• Stored items
== Segment start ==

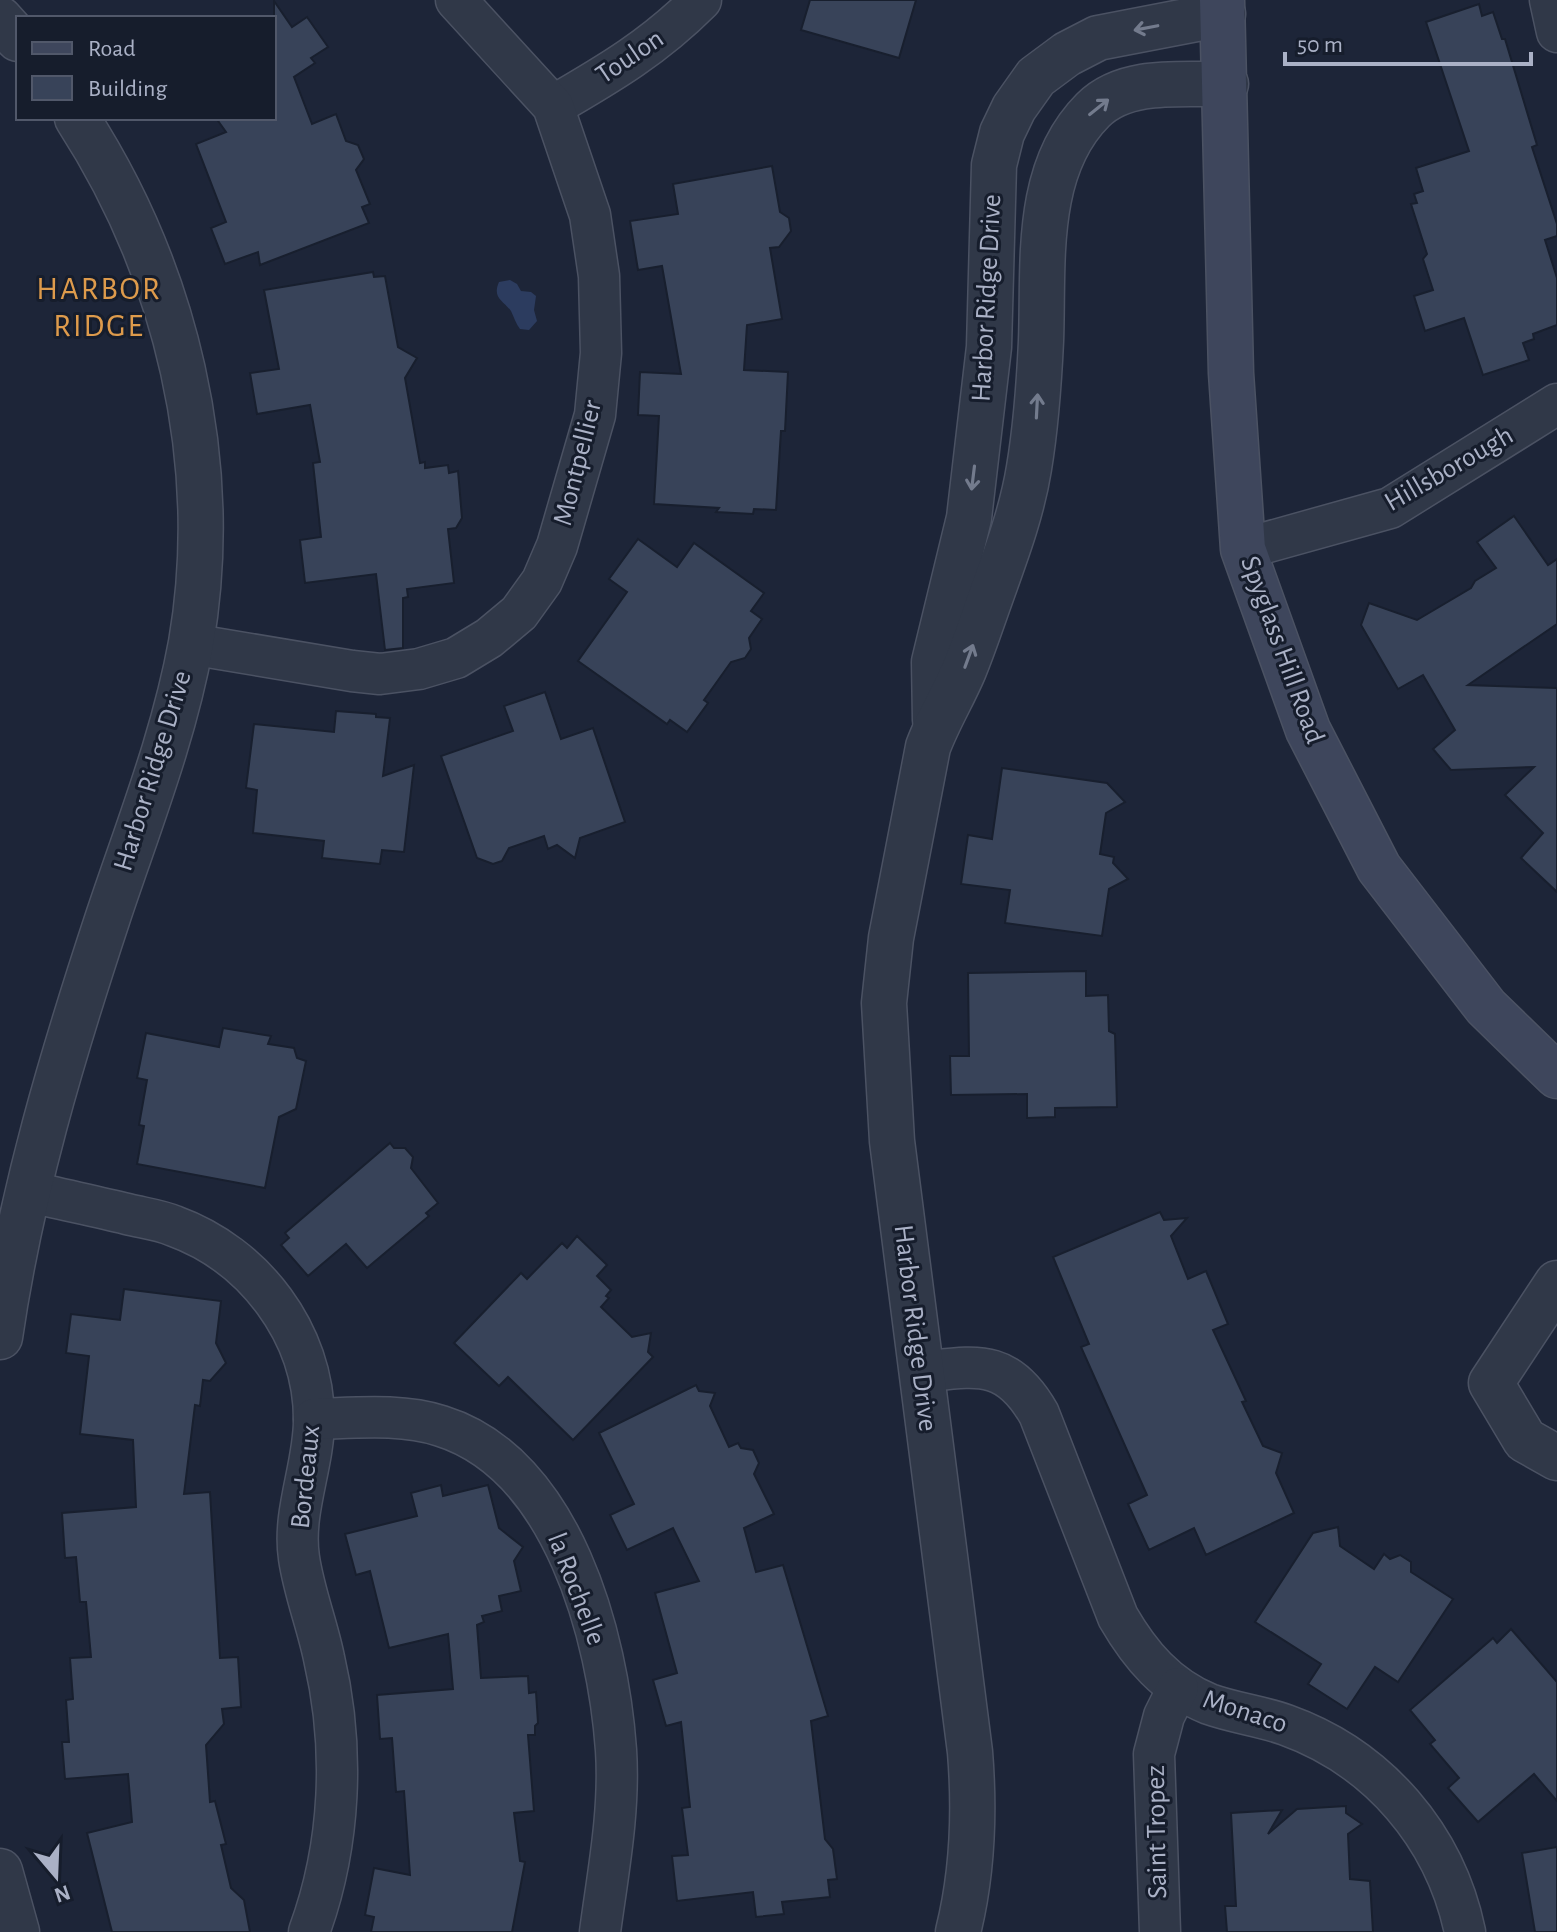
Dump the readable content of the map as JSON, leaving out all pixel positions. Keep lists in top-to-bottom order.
{
  "streets": {
    "main road": ["Spyglass Hill Road"],
    "street": [
      "Toulon",
      "Harbor Ridge Drive",
      "Montpellier",
      "Hillsborough",
      "Bordeaux",
      "la Rochelle",
      "Monaco",
      "Saint Tropez"
    ]
  },
  "crossings": [
    ["Toulon", "Montpellier"],
    ["Harbor Ridge Drive", "Montpellier"],
    ["Harbor Ridge Drive", "Spyglass Hill Road"],
    ["Harbor Ridge Drive", "Bordeaux"],
    ["Harbor Ridge Drive", "Monaco"],
    ["Hillsborough", "Spyglass Hill Road"],
    ["Bordeaux", "la Rochelle"],
    ["Monaco", "Saint Tropez"]
  ],
  "districts": ["HARBOR RIDGE"],
  "legend": ["Road", "Building"],
  "scale_bar": "50 m",
  "north": "bottom"
}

== Segment end ==

• Work required
An exact retyping of each record, with no pictures, is the answer required.

• Output
Dump the readable content of the map as JSON, leaving out all pixel positions. Keep lists in top-to-bottom order.
{
  "streets": {
    "main road": ["Spyglass Hill Road"],
    "street": [
      "Toulon",
      "Harbor Ridge Drive",
      "Montpellier",
      "Hillsborough",
      "Bordeaux",
      "la Rochelle",
      "Monaco",
      "Saint Tropez"
    ]
  },
  "crossings": [
    ["Toulon", "Montpellier"],
    ["Harbor Ridge Drive", "Montpellier"],
    ["Harbor Ridge Drive", "Spyglass Hill Road"],
    ["Harbor Ridge Drive", "Bordeaux"],
    ["Harbor Ridge Drive", "Monaco"],
    ["Hillsborough", "Spyglass Hill Road"],
    ["Bordeaux", "la Rochelle"],
    ["Monaco", "Saint Tropez"]
  ],
  "districts": ["HARBOR RIDGE"],
  "legend": ["Road", "Building"],
  "scale_bar": "50 m",
  "north": "bottom"
}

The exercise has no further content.